What does random_state do in train_test_split?
random_state sets the random seed for the shuffling that happens before splitting. Using the same random_state value produces the same split every time, making your results reproducible. Any integer works.
When should I use stratify in train_test_split?
Use stratify=y when your target variable is imbalanced (e.g., 95% negative, 5% positive) or when you have a small dataset. Stratification ensures both train and test sets have the same proportion of each class.
How do I split data into train, validation, and test sets?
Call train_test_split twice.

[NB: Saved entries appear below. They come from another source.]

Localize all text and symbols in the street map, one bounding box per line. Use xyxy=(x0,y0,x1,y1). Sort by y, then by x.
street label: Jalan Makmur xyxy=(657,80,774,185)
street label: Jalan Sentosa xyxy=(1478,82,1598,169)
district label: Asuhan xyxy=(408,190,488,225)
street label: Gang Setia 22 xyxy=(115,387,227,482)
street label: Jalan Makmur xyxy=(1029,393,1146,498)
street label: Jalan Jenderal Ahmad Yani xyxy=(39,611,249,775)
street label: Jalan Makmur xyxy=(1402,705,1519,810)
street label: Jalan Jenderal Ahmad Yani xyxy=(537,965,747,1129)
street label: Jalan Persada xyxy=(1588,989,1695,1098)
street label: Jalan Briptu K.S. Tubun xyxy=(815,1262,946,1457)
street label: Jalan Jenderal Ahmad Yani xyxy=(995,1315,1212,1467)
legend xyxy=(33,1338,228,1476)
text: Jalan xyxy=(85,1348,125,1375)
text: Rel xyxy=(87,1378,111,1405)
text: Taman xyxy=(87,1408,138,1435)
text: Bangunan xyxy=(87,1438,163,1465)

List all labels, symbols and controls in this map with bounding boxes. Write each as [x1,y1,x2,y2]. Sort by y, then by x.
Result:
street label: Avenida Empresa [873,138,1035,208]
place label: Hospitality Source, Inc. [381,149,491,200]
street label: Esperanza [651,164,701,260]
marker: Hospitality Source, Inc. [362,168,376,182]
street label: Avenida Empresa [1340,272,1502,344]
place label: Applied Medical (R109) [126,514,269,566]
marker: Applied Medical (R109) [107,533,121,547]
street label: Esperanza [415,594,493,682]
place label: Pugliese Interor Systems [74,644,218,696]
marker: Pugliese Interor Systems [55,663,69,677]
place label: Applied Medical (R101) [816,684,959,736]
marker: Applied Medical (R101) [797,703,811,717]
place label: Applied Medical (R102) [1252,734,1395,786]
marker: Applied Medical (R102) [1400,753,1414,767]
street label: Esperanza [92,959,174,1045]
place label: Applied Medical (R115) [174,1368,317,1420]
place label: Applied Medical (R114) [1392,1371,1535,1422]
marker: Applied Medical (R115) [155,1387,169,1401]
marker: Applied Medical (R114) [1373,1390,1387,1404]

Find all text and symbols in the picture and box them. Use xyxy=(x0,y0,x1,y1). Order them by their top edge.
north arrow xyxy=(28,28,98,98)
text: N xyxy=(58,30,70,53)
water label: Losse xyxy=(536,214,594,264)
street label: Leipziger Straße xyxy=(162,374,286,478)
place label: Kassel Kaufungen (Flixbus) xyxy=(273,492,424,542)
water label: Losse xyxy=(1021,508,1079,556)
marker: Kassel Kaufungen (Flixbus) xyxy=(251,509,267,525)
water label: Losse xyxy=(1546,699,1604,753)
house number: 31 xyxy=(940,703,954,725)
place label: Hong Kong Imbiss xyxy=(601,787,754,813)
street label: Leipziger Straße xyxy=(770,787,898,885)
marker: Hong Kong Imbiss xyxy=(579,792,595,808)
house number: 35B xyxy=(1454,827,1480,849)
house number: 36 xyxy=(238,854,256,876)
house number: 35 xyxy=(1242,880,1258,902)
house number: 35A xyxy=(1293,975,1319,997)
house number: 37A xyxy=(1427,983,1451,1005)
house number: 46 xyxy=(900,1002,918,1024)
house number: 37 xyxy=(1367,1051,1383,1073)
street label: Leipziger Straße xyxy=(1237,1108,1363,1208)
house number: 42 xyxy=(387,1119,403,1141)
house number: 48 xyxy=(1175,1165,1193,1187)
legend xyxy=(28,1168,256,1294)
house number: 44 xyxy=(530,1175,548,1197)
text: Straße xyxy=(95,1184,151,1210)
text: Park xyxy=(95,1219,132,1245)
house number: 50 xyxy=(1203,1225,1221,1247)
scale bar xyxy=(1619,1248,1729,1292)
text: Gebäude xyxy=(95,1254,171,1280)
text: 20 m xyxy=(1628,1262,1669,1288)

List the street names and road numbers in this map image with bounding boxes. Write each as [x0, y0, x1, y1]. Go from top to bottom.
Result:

First split into train+val and test (e.g., 80/20). Then split train+val into train and val (e.g., 75/25 of the 80%, giving 60/20/20 overall). Alternatively, use sklearn.model_selection.KFold for cross-validation.
Conclusion
train_test_split() is the foundation of every machine learning workflow in Python. Always use it before training -- never evaluate on training data. Set random_state for reproducibility, use stratify=y for imbalanced classes, and remember to fit preprocessing steps on the training set only. For model selection, split three ways (train/validation/test) or use cross-validation for more robust estimates.